Could you copy exactly the lines from the one containing "Transcribe the names" through the last line of the records below, and nothing else?

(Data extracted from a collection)
▬▬▬
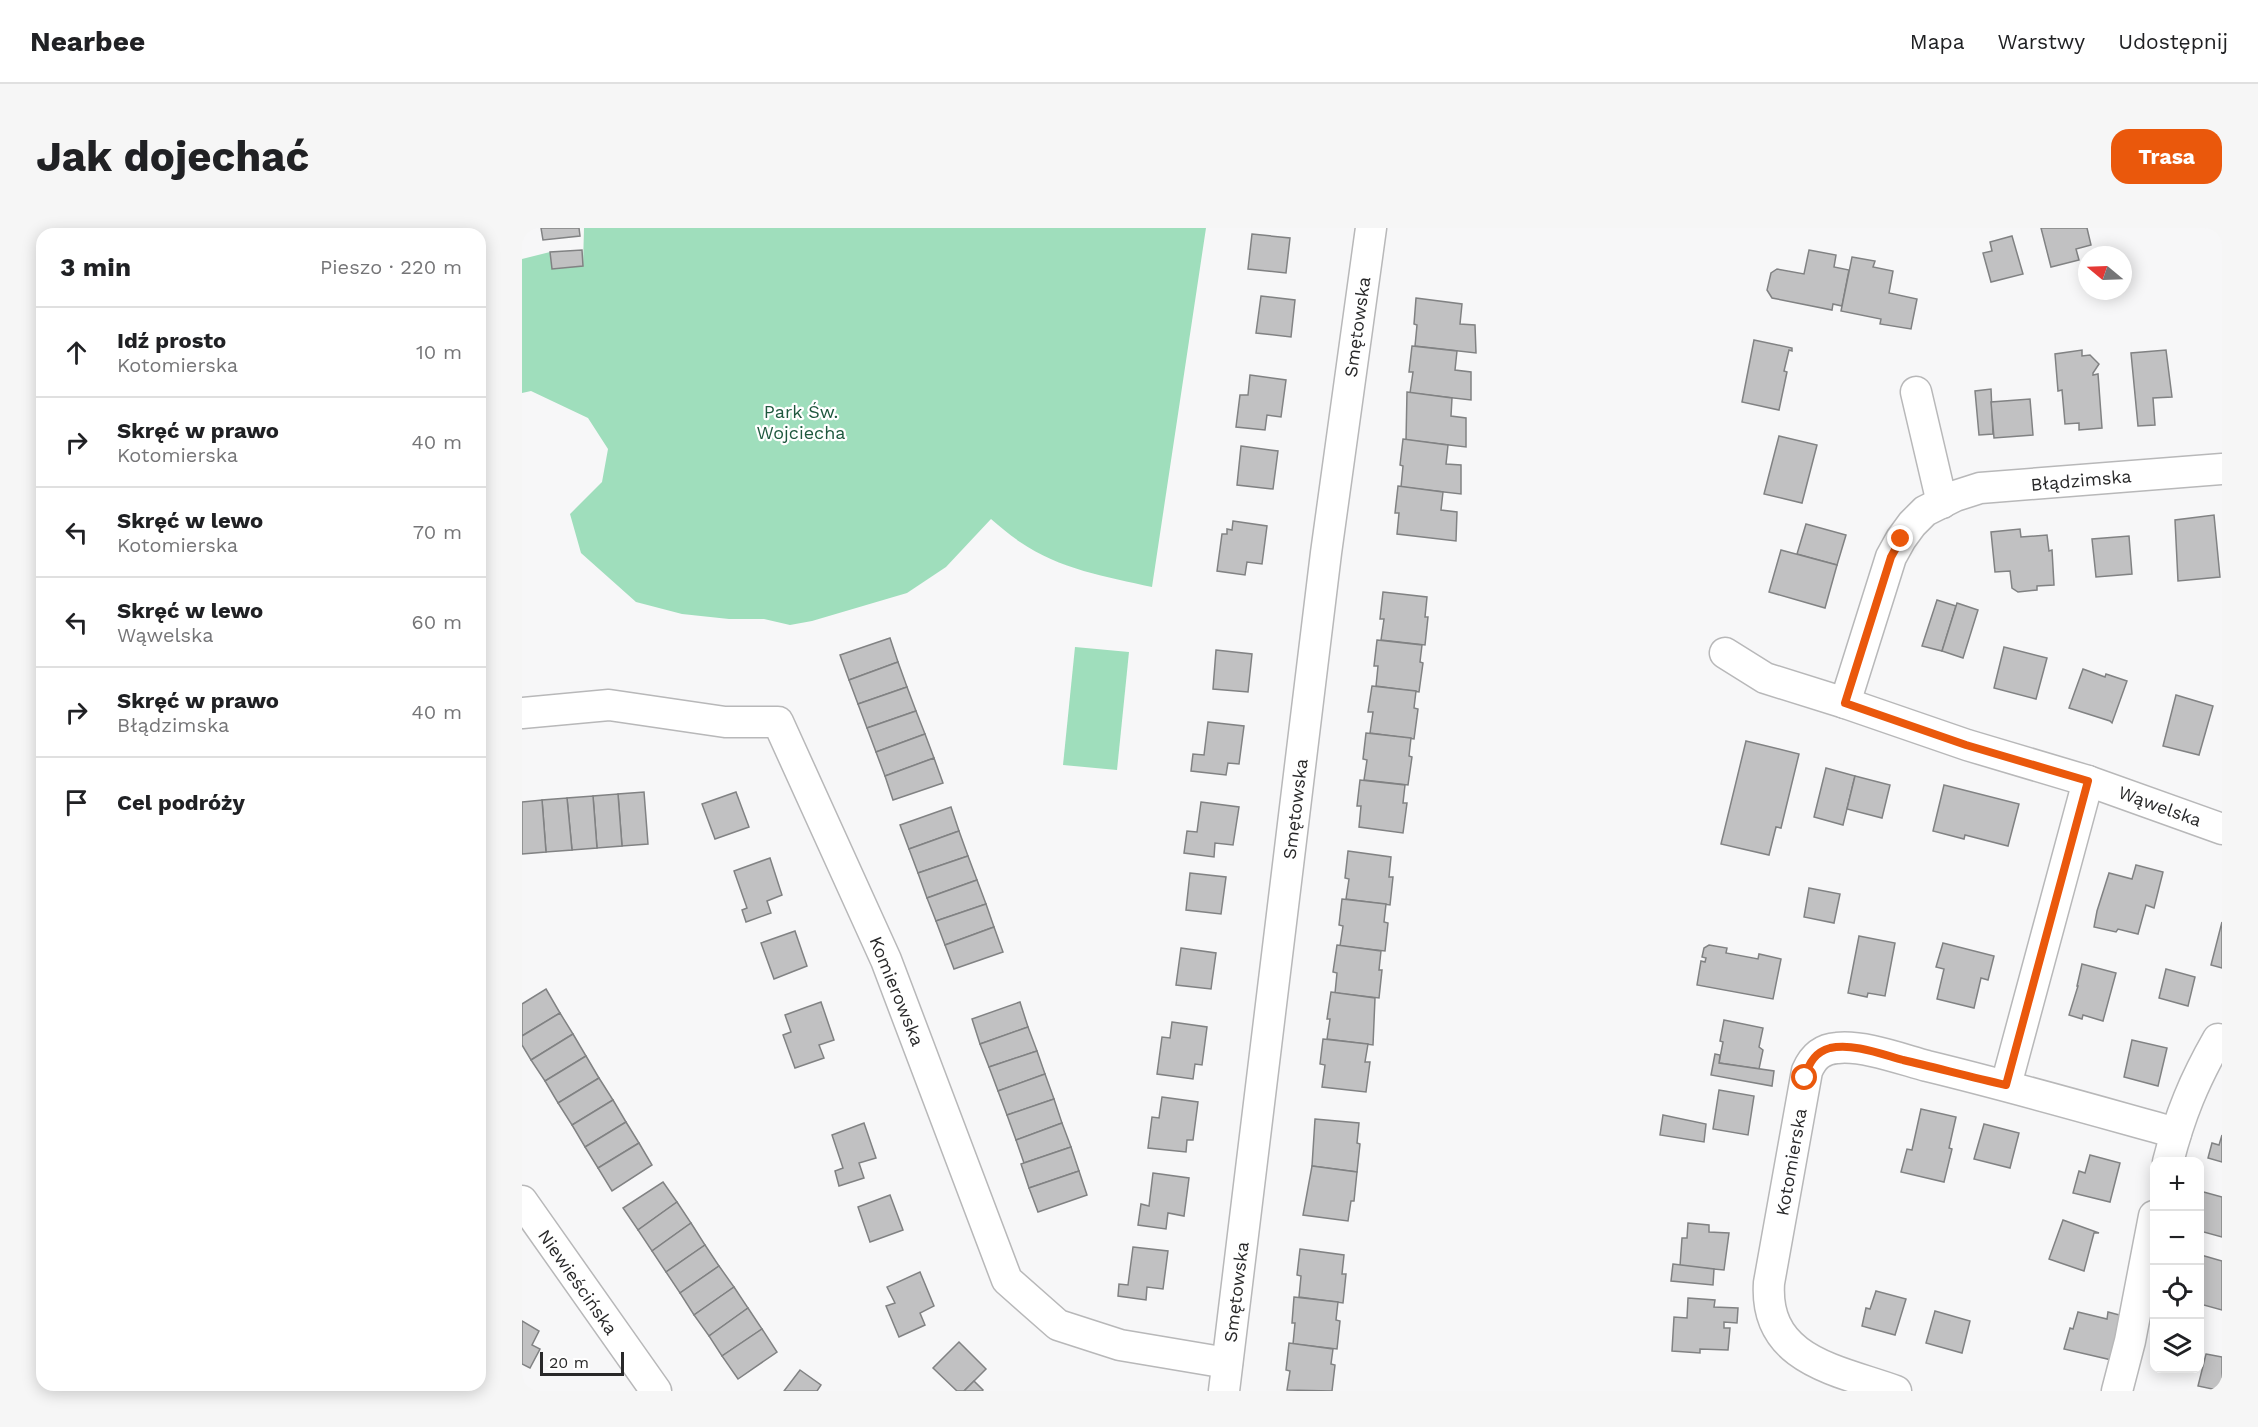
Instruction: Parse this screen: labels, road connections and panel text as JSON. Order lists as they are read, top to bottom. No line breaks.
{"streets":{"street":["Smętowska","Błądzimska","Wąwelska","Komierowska","Kotomierska","Niewieścińska"]},"crossings":[["Smętowska","Komierowska"],["Błądzimska","Wąwelska"]],"parks":["Park Św. Wojciecha"],"scale_bar":"20 m","north":"left","page":{"header":"Nearbee","nav":["Mapa","Warstwy","Udostępnij"],"buttons":"Trasa","title":"Jak dojechać","heading":["3 min","Pieszo · 220 m"],"list":[["Idź prosto","Kotomierska","10 m"],["Skręć w prawo","Kotomierska","40 m"],["Skręć w lewo","Kotomierska","70 m"],["Skręć w lewo","Wąwelska","60 m"],["Skręć w prawo","Błądzimska","40 m"],"Cel podróży"],"map_buttons":["+","−"],"scale":"20 m"}}
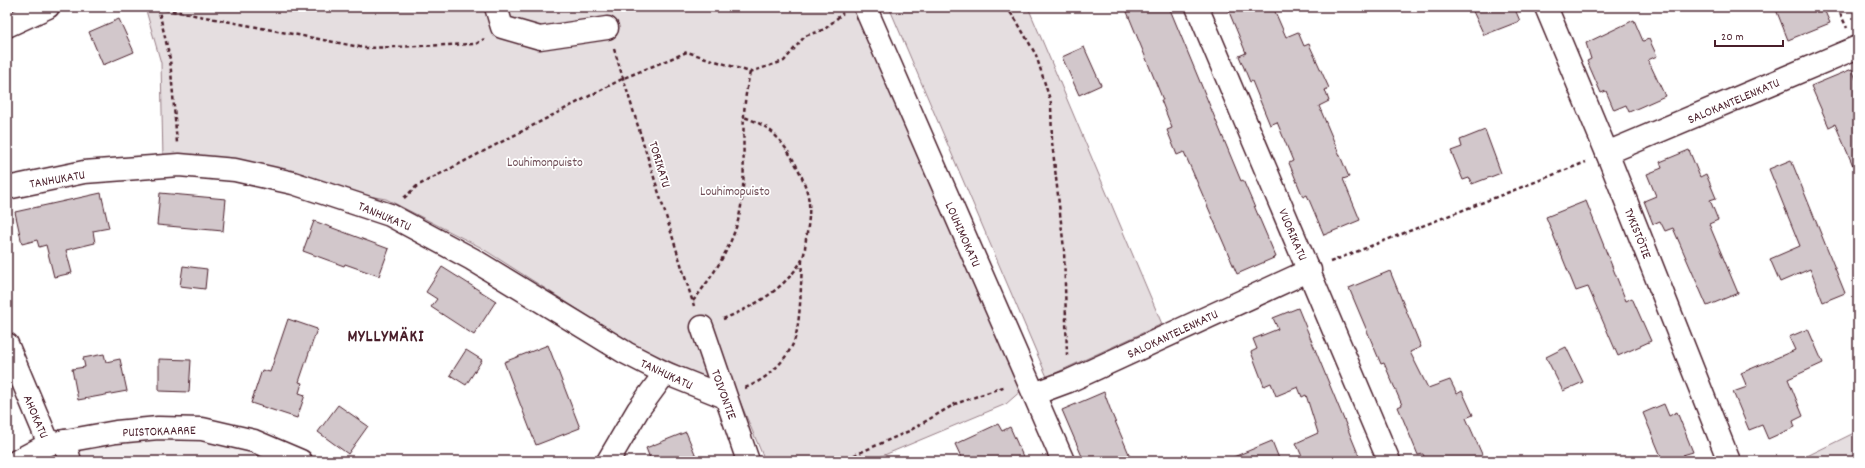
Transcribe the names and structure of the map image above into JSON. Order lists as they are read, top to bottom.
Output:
{
  "streets": {
    "street": [
      "SALOKANTELENKATU",
      "TANHUKATU",
      "TYKISTÖTIE",
      "LOUHIMOKATU",
      "VUORIKATU",
      "TOIVONTIE",
      "AHOKATU",
      "PUISTOKAARRE"
    ],
    "path": ["TORIKATU"]
  },
  "crossings": [
    ["SALOKANTELENKATU", "TYKISTÖTIE"],
    ["SALOKANTELENKATU", "LOUHIMOKATU"],
    ["SALOKANTELENKATU", "VUORIKATU"],
    ["TORIKATU", "TOIVONTIE"],
    ["TANHUKATU", "TOIVONTIE"],
    ["AHOKATU", "PUISTOKAARRE"]
  ],
  "districts": ["MYLLYMÄKI"],
  "parks": ["Louhimonpuisto", "Louhimopuisto"],
  "scale_bar": "20 m"
}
▬▬▬
# [SOLVED PROBLEM]
Transcribe the names and structure of the map image above into JSON. Order lists as they are read, top to bottom.
Output:
{
  "streets": {
    "street": [
      "SALOKANTELENKATU",
      "TANHUKATU",
      "TYKISTÖTIE",
      "LOUHIMOKATU",
      "VUORIKATU",
      "TOIVONTIE",
      "AHOKATU",
      "PUISTOKAARRE"
    ],
    "path": ["TORIKATU"]
  },
  "crossings": [
    ["SALOKANTELENKATU", "TYKISTÖTIE"],
    ["SALOKANTELENKATU", "LOUHIMOKATU"],
    ["SALOKANTELENKATU", "VUORIKATU"],
    ["TORIKATU", "TOIVONTIE"],
    ["TANHUKATU", "TOIVONTIE"],
    ["AHOKATU", "PUISTOKAARRE"]
  ],
  "districts": ["MYLLYMÄKI"],
  "parks": ["Louhimonpuisto", "Louhimopuisto"],
  "scale_bar": "20 m"
}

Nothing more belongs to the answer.